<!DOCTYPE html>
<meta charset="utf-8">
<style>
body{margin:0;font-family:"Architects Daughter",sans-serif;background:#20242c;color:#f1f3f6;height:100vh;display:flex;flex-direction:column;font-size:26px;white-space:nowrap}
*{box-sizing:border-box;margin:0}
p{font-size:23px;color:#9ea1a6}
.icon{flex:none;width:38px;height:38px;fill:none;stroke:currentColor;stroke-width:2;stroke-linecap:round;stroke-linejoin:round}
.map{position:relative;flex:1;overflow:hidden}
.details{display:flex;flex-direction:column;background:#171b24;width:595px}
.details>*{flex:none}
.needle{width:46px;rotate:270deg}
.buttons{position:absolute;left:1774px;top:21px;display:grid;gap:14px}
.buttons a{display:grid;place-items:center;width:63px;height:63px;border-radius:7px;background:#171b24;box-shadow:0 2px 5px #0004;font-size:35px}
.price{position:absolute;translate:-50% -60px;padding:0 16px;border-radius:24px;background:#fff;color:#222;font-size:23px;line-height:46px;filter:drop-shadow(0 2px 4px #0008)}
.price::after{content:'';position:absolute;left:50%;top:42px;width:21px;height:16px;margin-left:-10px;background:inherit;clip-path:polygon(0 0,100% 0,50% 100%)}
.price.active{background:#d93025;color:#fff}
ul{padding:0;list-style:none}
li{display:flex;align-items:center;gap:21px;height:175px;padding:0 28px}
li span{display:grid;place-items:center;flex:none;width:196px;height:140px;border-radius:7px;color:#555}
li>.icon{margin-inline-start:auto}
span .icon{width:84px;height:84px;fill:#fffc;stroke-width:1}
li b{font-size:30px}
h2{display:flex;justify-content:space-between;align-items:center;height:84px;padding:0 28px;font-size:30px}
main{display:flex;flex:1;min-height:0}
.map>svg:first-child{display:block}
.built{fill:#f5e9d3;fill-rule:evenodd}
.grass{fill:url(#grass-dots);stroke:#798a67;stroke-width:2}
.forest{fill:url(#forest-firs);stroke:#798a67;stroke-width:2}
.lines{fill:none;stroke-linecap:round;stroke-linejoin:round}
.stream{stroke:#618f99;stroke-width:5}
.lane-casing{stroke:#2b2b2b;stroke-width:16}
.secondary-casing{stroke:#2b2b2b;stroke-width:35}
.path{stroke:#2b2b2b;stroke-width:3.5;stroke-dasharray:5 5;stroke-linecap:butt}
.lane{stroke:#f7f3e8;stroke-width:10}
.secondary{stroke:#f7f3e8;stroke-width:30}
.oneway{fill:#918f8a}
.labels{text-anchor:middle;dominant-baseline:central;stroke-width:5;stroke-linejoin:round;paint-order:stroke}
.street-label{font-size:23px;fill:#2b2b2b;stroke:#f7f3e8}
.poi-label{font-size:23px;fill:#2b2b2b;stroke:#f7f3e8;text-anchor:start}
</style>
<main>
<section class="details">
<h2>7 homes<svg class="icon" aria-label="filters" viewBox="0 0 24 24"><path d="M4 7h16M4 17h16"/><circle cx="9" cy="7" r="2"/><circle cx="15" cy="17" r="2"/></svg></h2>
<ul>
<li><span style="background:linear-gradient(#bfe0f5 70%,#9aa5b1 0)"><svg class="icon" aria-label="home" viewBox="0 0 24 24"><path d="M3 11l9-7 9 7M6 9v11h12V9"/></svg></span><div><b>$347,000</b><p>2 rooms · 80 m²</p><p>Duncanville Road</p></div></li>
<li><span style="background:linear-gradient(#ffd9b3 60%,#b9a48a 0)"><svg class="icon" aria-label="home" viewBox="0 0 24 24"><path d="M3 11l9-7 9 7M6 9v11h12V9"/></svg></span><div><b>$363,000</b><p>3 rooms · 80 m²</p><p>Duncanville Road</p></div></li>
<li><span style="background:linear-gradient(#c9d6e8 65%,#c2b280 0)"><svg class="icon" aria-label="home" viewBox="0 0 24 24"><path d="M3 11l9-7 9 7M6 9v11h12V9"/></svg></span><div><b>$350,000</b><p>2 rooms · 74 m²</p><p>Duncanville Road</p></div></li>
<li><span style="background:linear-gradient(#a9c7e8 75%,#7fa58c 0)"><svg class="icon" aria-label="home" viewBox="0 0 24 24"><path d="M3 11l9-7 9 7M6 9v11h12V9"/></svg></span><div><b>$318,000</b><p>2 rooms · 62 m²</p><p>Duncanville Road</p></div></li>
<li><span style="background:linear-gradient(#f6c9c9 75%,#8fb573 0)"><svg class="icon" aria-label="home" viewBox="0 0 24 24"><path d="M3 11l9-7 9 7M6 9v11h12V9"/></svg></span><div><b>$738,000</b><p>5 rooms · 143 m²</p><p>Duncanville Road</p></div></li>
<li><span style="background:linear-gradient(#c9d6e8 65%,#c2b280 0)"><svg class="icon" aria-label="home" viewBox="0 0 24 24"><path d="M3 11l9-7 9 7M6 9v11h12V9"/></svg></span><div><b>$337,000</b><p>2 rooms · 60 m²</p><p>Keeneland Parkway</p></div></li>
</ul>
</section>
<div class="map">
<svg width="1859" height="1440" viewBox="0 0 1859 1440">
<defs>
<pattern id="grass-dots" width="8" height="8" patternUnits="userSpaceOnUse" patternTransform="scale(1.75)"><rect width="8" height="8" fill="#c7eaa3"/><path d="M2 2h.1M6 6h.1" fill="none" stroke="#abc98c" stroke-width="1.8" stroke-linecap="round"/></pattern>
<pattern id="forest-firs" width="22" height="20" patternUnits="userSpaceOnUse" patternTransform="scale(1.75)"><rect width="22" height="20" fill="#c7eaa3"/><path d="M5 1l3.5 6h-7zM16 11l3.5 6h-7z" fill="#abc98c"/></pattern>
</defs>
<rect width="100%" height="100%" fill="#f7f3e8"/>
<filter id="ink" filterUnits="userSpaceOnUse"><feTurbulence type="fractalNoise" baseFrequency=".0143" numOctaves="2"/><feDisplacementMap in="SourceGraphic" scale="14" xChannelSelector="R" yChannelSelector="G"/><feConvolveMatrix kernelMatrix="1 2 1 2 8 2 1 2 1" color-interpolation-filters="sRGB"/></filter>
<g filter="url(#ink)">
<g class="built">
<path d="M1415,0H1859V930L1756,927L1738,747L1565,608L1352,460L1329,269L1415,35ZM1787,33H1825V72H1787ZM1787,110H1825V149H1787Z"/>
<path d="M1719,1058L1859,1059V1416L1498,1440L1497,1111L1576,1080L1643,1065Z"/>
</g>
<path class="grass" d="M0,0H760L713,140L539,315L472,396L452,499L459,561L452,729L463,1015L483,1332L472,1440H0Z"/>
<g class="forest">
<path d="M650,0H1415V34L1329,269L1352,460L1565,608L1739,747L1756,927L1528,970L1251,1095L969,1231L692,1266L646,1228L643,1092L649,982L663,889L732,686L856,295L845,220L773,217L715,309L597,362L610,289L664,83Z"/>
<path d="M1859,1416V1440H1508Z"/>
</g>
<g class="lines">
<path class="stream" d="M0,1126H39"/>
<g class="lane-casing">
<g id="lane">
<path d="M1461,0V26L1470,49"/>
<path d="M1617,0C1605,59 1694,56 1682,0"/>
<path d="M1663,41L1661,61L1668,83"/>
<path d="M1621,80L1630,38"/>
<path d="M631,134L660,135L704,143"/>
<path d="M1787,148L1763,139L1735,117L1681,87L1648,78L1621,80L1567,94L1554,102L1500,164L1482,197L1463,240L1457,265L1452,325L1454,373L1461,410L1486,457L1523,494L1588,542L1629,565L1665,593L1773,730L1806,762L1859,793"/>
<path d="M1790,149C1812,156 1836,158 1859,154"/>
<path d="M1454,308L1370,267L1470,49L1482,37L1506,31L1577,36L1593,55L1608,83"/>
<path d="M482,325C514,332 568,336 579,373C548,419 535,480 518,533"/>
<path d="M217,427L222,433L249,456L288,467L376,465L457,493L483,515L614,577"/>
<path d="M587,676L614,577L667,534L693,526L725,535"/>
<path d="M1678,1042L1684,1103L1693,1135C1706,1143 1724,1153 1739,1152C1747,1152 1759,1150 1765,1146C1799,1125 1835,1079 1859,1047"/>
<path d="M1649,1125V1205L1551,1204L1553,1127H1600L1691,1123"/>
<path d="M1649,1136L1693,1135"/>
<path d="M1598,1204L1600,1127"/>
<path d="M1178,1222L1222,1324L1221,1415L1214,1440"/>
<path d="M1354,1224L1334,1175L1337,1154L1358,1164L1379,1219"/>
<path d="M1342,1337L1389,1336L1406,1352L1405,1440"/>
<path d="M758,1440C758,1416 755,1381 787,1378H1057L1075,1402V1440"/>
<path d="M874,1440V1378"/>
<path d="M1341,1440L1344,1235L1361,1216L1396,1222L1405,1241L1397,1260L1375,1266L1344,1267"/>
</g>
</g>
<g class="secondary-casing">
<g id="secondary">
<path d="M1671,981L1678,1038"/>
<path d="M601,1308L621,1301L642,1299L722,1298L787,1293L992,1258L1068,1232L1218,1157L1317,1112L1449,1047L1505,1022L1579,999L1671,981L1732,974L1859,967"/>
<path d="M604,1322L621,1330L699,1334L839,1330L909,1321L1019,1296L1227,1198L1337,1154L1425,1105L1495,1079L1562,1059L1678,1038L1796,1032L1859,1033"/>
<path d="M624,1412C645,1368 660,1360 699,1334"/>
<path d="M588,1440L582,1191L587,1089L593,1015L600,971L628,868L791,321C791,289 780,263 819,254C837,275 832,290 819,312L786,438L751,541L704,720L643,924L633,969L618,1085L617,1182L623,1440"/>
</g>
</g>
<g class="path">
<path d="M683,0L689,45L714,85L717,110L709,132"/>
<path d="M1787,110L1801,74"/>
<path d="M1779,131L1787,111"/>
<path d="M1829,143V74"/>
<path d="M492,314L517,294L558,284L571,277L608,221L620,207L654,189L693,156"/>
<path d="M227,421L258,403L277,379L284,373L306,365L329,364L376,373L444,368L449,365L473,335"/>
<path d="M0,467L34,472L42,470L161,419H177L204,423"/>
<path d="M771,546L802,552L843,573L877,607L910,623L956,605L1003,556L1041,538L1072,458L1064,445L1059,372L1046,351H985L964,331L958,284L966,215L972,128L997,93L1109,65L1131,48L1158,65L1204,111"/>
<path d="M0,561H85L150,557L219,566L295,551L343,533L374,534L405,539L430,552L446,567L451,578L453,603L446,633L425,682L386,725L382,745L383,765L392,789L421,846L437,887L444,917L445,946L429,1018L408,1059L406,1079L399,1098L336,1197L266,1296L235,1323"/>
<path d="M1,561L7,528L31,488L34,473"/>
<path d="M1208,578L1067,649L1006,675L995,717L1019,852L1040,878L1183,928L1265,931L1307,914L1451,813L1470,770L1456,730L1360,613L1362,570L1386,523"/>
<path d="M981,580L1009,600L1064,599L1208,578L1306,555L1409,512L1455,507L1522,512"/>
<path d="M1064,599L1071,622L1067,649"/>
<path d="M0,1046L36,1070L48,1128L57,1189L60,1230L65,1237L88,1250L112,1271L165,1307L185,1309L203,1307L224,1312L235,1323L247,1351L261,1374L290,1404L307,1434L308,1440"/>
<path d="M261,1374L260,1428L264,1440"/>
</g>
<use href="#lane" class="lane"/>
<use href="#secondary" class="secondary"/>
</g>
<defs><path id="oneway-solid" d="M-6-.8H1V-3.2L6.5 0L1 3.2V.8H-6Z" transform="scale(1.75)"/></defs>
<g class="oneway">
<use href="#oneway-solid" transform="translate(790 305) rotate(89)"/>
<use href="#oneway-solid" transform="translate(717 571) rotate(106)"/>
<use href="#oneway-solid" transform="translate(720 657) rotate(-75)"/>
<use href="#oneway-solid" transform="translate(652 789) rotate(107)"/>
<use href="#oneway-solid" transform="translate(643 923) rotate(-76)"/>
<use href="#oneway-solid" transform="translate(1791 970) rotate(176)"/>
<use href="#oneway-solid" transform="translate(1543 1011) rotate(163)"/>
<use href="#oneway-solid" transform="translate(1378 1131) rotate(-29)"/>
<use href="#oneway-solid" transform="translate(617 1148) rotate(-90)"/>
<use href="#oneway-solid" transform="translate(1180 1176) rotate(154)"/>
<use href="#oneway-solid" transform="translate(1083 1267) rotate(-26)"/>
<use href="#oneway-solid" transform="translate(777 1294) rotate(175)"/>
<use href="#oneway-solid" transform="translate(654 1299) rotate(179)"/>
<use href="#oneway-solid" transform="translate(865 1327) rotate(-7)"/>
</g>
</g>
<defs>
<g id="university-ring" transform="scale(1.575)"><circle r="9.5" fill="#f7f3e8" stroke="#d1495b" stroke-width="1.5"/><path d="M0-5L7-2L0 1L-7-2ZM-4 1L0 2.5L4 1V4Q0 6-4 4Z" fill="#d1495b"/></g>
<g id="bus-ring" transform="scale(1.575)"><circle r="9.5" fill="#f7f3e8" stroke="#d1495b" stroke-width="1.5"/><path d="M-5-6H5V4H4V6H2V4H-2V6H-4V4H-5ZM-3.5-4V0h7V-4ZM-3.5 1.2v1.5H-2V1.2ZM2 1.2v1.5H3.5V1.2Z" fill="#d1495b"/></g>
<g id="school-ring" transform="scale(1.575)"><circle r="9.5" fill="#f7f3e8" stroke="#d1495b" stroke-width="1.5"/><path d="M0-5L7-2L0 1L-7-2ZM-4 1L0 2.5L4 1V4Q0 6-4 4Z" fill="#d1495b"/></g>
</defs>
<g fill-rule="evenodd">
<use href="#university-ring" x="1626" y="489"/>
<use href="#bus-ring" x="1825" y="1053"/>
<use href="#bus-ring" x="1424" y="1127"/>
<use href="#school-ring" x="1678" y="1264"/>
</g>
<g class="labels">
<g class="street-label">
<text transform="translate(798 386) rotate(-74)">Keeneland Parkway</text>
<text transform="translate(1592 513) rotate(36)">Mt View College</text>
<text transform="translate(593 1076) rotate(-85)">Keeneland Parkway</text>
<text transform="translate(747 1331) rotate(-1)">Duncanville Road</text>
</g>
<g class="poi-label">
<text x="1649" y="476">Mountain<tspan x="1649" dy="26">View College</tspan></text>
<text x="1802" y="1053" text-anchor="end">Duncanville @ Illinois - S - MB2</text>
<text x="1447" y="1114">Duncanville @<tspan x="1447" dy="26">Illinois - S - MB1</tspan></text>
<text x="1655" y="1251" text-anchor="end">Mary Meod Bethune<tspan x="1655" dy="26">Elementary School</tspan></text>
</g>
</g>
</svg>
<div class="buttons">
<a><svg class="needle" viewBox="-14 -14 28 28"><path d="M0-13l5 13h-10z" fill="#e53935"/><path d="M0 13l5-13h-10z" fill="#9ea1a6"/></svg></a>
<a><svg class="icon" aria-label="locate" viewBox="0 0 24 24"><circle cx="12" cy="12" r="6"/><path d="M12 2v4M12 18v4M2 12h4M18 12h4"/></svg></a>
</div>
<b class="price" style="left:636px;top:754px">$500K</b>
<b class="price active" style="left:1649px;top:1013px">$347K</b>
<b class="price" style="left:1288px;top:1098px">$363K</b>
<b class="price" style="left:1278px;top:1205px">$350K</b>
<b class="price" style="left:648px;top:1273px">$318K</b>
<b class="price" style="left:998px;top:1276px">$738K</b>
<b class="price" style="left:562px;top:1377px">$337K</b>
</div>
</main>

──────

WHAT THIS TASK INVOLVES> Which lines above hold the word "shadow"? Copy each of them.

TASK SOLUTION>
.buttons a{display:grid;place-items:center;width:63px;height:63px;border-radius:7px;background:#171b24;box-shadow:0 2px 5px #0004;font-size:35px}
.price{position:absolute;translate:-50% -60px;padding:0 16px;border-radius:24px;background:#fff;color:#222;font-size:23px;line-height:46px;filter:drop-shadow(0 2px 4px #0008)}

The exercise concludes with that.